To do: Tell me how many lines in the data include "read", and keep the reply to that number.

Material shown:
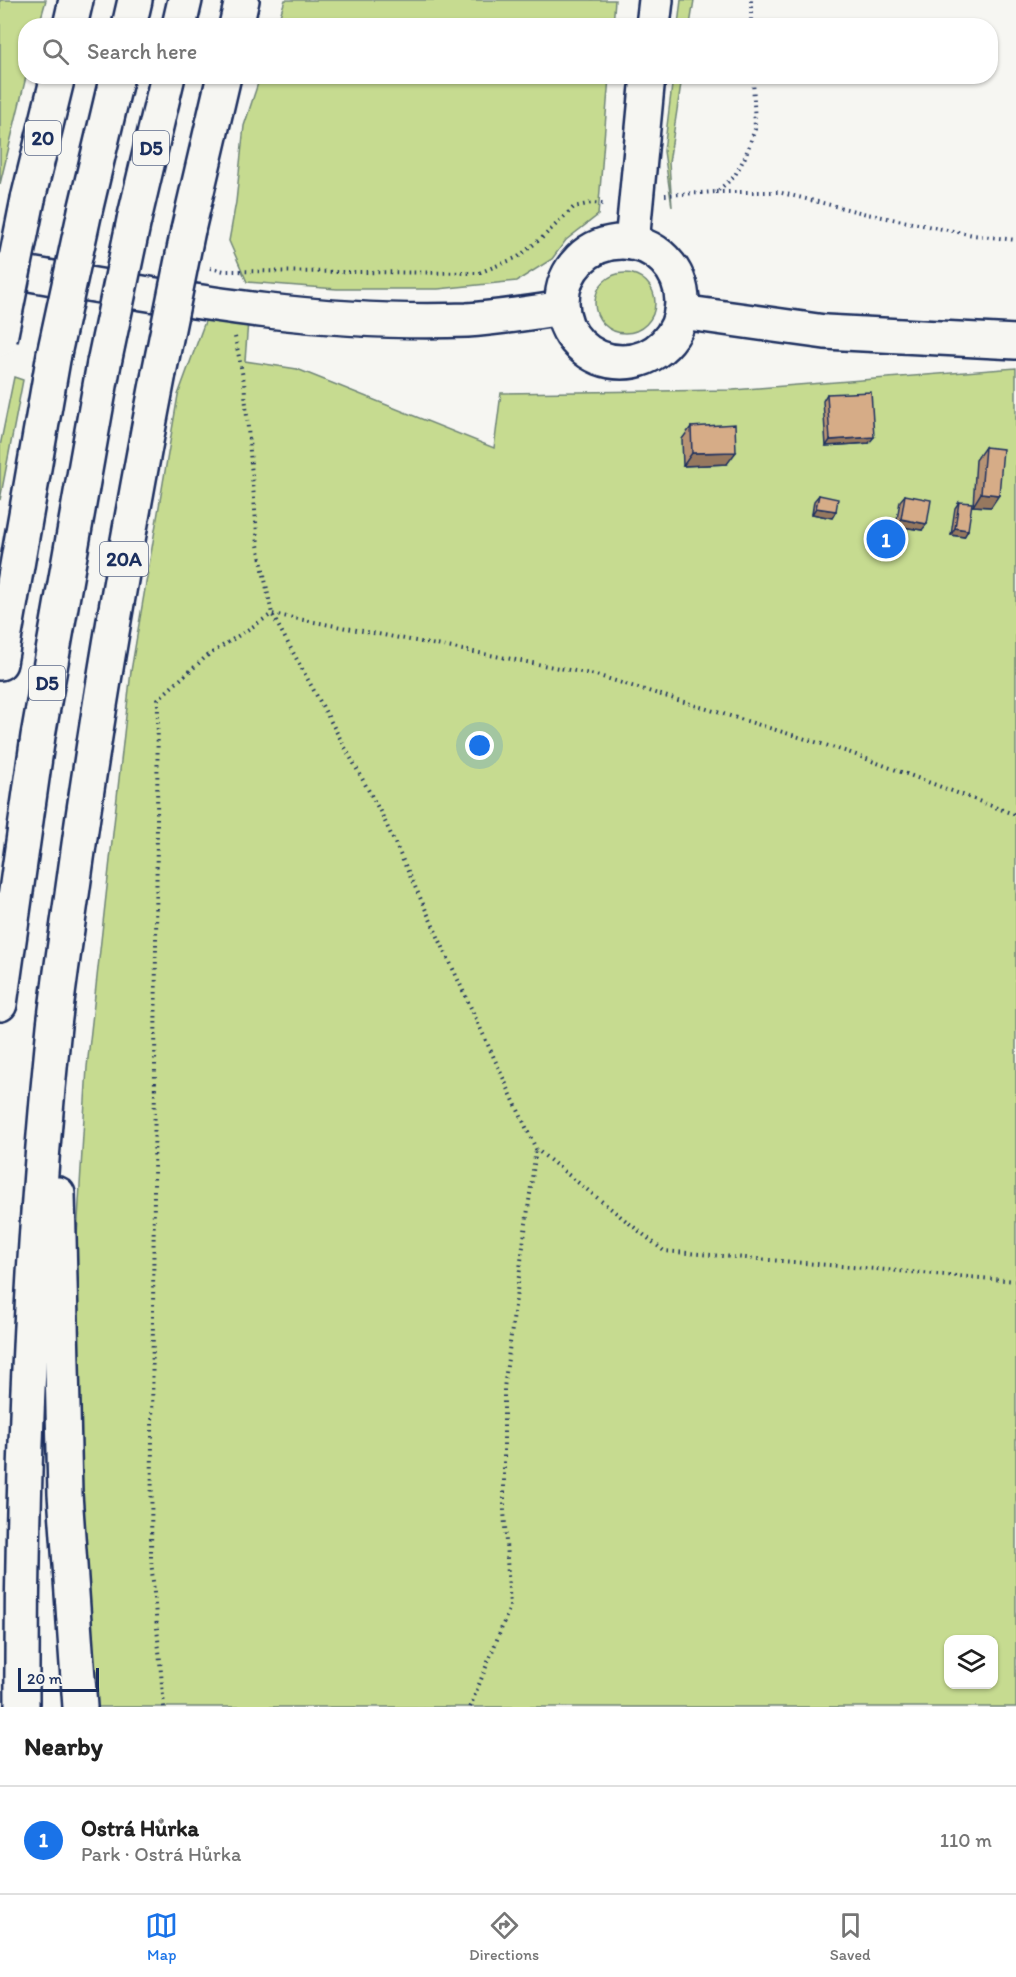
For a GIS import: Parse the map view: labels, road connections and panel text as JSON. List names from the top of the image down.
{
  "streets": {
    "main road": ["20", "D5", "20A"]
  },
  "scale_bar": "20 m",
  "page": {
    "search": "Search here",
    "pins": "1",
    "scale": "20 m",
    "heading": "Nearby",
    "list": [
      {
        "mark": "1",
        "name": "Ostrá Hůrka",
        "note": "Park · Ostrá Hůrka",
        "value": "110 m"
      }
    ],
    "nav": ["Map", "Directions", "Saved"]
  }
}
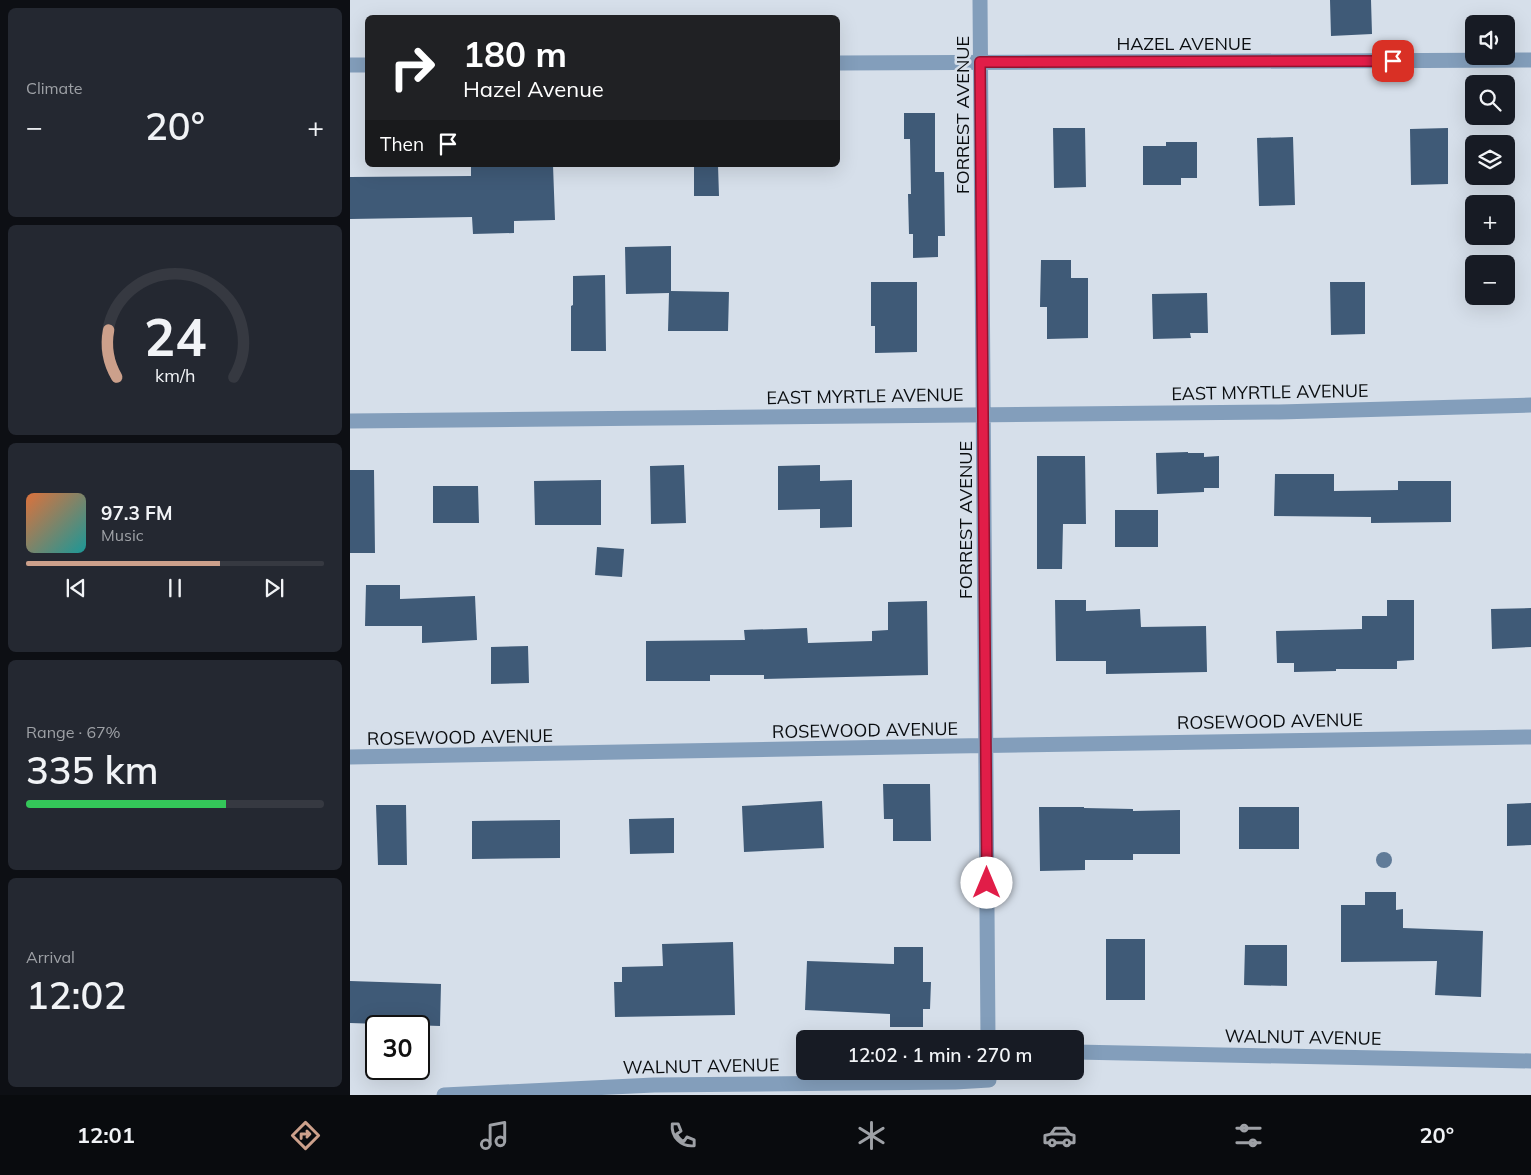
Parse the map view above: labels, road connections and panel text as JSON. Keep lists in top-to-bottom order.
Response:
{
  "streets": {
    "street": [
      "HAZEL AVENUE",
      "FORREST AVENUE",
      "EAST MYRTLE AVENUE",
      "ROSEWOOD AVENUE",
      "WALNUT AVENUE"
    ]
  },
  "crossings": [
    ["HAZEL AVENUE", "FORREST AVENUE"],
    ["FORREST AVENUE", "EAST MYRTLE AVENUE"],
    ["FORREST AVENUE", "ROSEWOOD AVENUE"]
  ],
  "page": {
    "tile": [
      "Climate",
      ["Range · 67%", "335 km"],
      ["Arrival", "12:02"]
    ],
    "map_buttons": ["+", "−"],
    "turn": ["180 m", "Hazel Avenue"],
    "heat": ["−", "20°", "+"],
    "then": "Then",
    "song": ["97.3 FM", "Music"],
    "limit": "30",
    "trip": "12:02 · 1 min · 270 m",
    "tabs": ["12:01", "20°"],
    "gauge": ["24", "km/h"]
  }
}
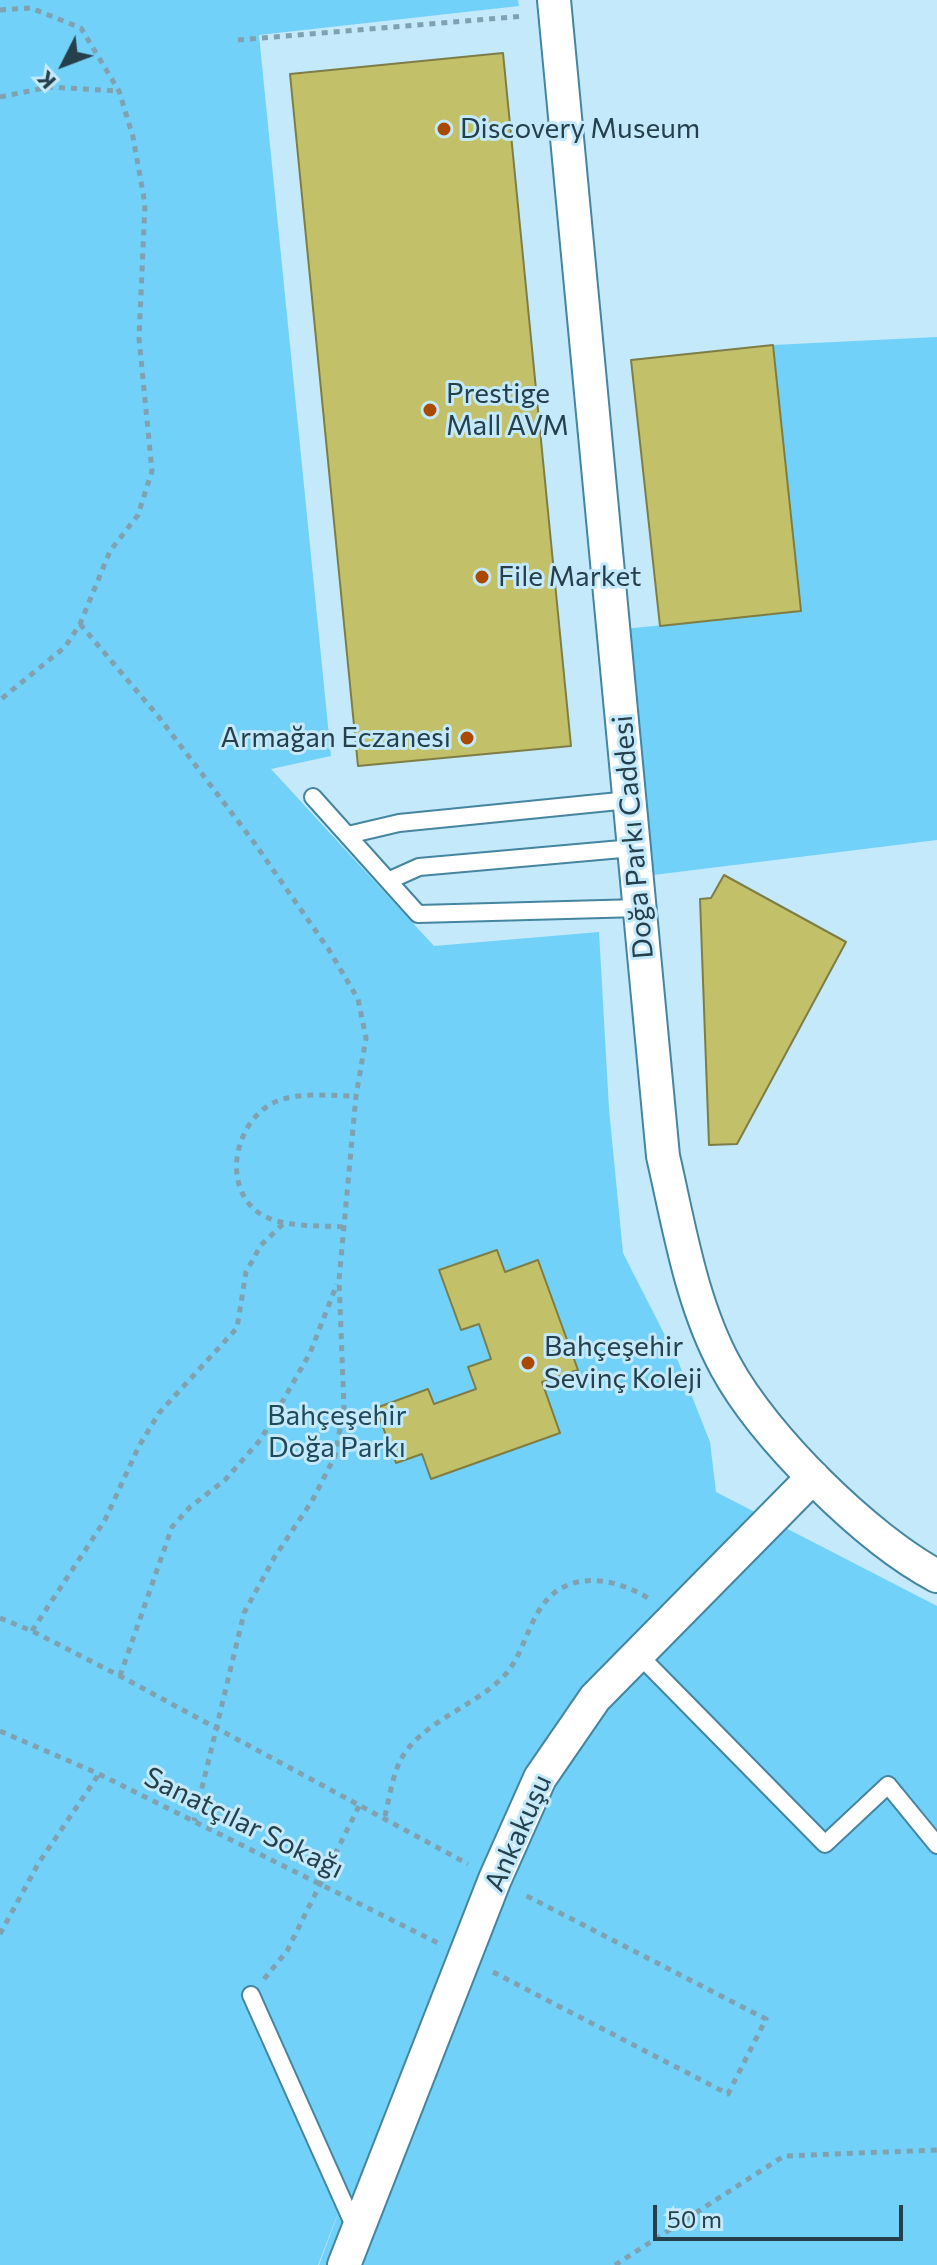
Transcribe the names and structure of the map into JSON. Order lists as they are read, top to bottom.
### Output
{
  "streets": {
    "street": ["Doğa Parkı Caddesi", "Ankakuşu"],
    "path": ["Sanatçılar Sokağı"]
  },
  "crossings": [
    ["Doğa Parkı Caddesi", "Ankakuşu"],
    ["Sanatçılar Sokağı", "Ankakuşu"]
  ],
  "parks": ["Bahçeşehir Doğa Parkı"],
  "places": [
    "Discovery Museum",
    "Prestige Mall AVM",
    "File Market",
    "Armağan Eczanesi",
    "Bahçeşehir Sevinç Koleji"
  ],
  "scale_bar": "50 m",
  "north": "bottom left"
}
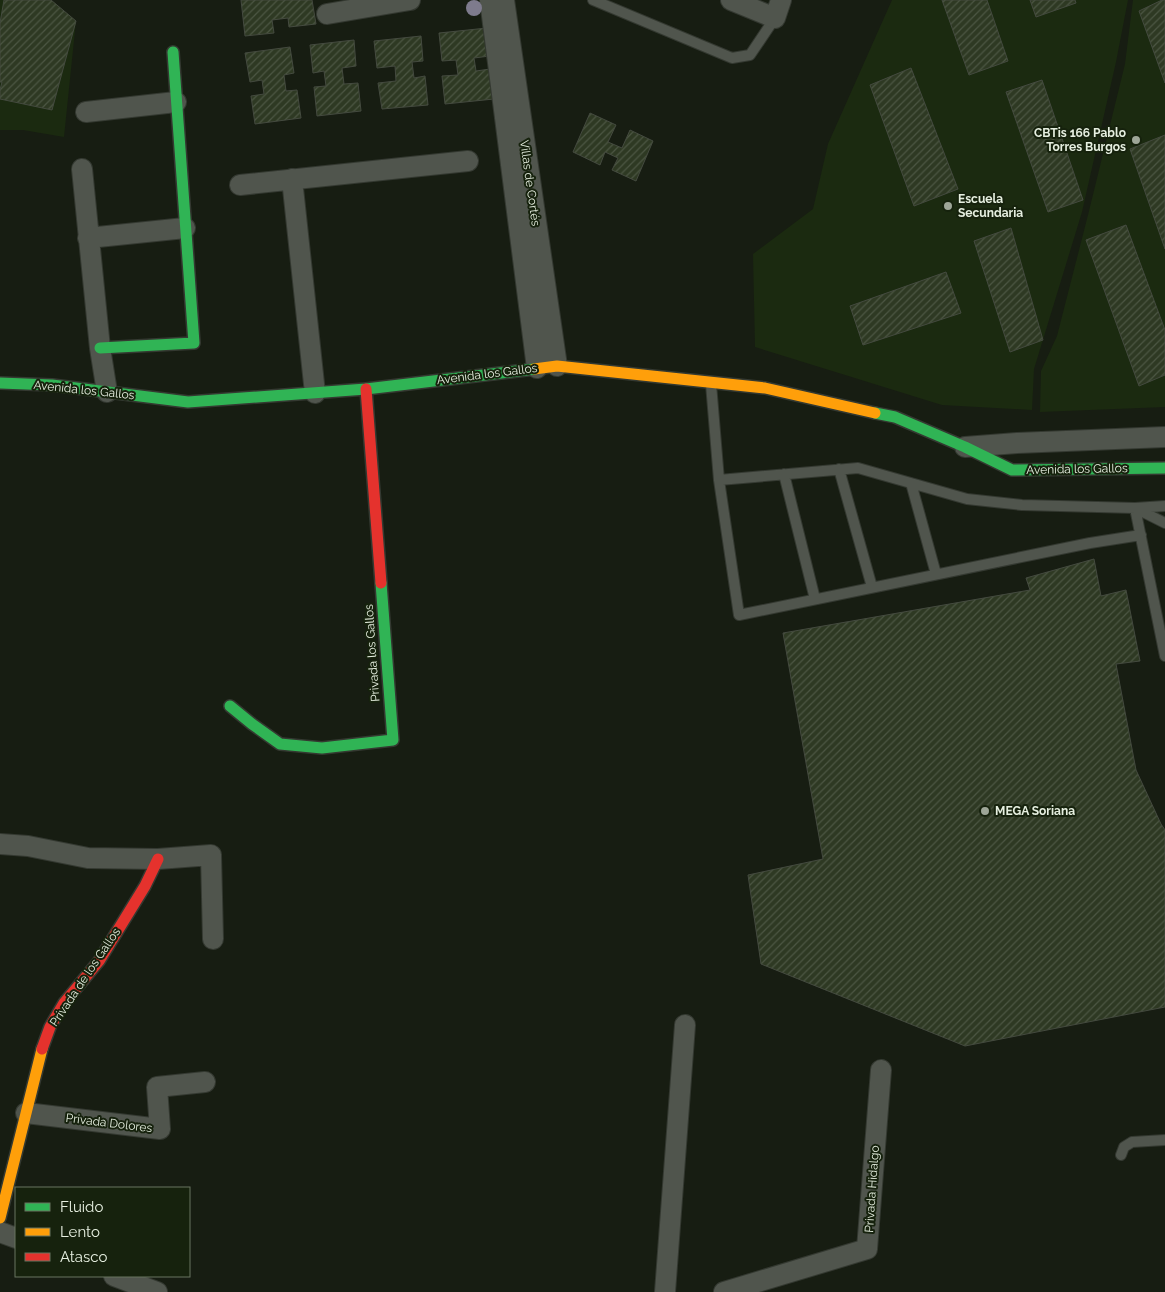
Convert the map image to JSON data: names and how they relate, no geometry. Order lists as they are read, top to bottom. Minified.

Answer to the problem: 2